The Claws Come Out, by Bob Connally

13 Dec

Tom Ford had long been a highly successful fashion designer when in 2005, at the age of 43, he chose to start his own film production company. Four years later he made his directorial debut with the sorrowful character study A Single Man. While it’s no surprise the film was visually striking, what was most impressive was the subtlety, sensitivity, and focus on character that he displayed in his first feature.

Now, seven years later, Ford has made his second film, Nocturnal Animals. Given Ford’s background and ongoing career success in fashion, the fact that he was returning to the director’s chair after such a lengthy hiatus suggested that he wasn’t just making a movie to pay the bills or because filmmaking is just in his blood. He didn’t just have a story to tell, he had a story he needed to tell. At first, it is unclear as to why he or anyone else would want to tell this story (stories, really). But after a frankly bizarre opening credits sequence and the initial sense that the stories unfolding before us will be deeply unpleasant, Nocturnal Animals ultimately becomes an experience that gets into your head, under your skin, and that stays with you.
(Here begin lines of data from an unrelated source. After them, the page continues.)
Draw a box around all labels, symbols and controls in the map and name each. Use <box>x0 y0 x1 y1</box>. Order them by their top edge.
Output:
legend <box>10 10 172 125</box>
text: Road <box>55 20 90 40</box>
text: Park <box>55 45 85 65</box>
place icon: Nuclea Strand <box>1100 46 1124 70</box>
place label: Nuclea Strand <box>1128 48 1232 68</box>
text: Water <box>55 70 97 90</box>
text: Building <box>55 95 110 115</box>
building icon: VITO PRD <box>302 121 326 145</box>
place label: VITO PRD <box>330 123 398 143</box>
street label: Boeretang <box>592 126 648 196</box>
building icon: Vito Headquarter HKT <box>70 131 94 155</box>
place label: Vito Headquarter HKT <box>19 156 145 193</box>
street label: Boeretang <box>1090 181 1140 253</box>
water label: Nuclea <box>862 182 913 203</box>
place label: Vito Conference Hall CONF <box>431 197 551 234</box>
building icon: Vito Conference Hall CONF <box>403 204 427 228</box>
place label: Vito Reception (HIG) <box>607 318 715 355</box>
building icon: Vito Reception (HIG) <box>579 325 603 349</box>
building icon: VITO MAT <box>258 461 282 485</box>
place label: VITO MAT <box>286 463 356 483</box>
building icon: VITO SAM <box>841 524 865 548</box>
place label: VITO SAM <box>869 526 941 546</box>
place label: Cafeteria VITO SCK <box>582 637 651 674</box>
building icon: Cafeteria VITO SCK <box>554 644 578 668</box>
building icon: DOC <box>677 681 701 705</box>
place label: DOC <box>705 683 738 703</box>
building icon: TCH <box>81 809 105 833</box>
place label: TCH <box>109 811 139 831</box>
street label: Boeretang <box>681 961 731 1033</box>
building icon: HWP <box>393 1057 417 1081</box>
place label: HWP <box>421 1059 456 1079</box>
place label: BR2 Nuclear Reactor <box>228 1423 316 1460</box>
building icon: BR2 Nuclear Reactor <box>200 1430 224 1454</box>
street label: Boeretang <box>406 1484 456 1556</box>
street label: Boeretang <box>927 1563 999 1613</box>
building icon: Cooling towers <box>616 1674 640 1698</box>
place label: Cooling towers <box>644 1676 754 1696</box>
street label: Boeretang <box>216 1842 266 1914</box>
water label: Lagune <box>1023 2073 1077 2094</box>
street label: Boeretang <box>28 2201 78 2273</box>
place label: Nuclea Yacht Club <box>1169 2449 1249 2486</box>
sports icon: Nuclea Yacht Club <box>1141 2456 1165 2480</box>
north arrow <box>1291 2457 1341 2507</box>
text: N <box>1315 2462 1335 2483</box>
The owner of a Los Angeles art gallery, Susan Morrow (Amy Adams) is disappointed with her latest opening, is being kept at arm’s length by her business-driven husband Hutton (Armie Hammer, playing the kind of guy who would actually have Hutton as a first name), and is unfulfilled in seemingly every aspect of her life. She is surprised when out of the blue she receives a completed manuscript for her estranged ex-huband Tony’s (Jake Gyllenhaal) first novel. Tony has dedicated his book to her and named it Nocturnal Animals, which is how he described her during their brief marriage nearly twenty years earlier.

Not content to simply show Susan’s reaction to the story interspersed with flashbacks of the doomed relationship, the film brings Tony’s novel to life and it is a brutal tale. Early on in the reading of it, Susan remarks it is “devastating.” Little does she know what lies ahead for the characters or for herself.

With a screenplay written by Ford and based upon the 1993 novel Tony and Susan by Austin Wright, Nocturnal Animals has a story within its story that digs its claws not just into Susan but into us as well. It has a far greater impact as we see it unfold than the portion of the film set in the “real” world, but that’s not a flaw in the filmmaking here. It’s the point. This is a movie all about how people relate to fiction and just why it can have such a powerful effect. Tony’s novel also informs the “real” world story in a way that gives it a greater power when it’s all said and done. Ford helps himself on that front with smart casting. Gyllenhaal plays not just Tony but the main character of his novel, Edward, a man who is powerless to stop the rape and murder of his wife and daughter. There’s a cleverness to the casting of Edward’s wife as well. Isla Fisher, an actress people often confuse with Amy Adams, plays the role, immediately making it clear who that character represents.

Gyllenhaal does really exceptional work in both performances, each man having had their sensitivity perceived as weakness and taken advantage of in the cruelest of ways. In the fictional world, Gyllenhaal shares the majority of his screen time with an outstanding (as always) Michael Shannon. Shannon plays Detective Bobby Andes as the sort of character who feels distinctly- though subtly enough- like a fictional character. He comes off like a writer’s creation and it works beautifully. A fascinating kind of friendship develops between Tony and Bobby through the film that is fun to watch in a movie that is decidedly not fun to watch otherwise.

In my recent review of Arrival, I praised Amy Adams as the greatest acting talent of this generation and she does nothing to prove me wrong here. Just as she did in Arrival, she plays a woman carrying an incredible amount on her shoulders who internalizes her emotions. The characters in the films are worlds apart but in either case, it’s a tricky thing to pull off in conveying those emotions to an audience. Adams once again shows she can do absolutely anything as an actress.

Nocturnal Animals is a challenging film both intellectually and emotionally, with its stunning imagery serving the film’s story and characters in meaningful ways. A lot of credit is due to cinematographer Seamus McGarvey and the production and costume designers. They help Ford create two distinct movies within one and ultimately tie them together. The early part of this film is difficult to get through and it’s certainly no picnic after that, but once it begins to click, Nocturnal Animals becomes an absorbing experience which cuts deep.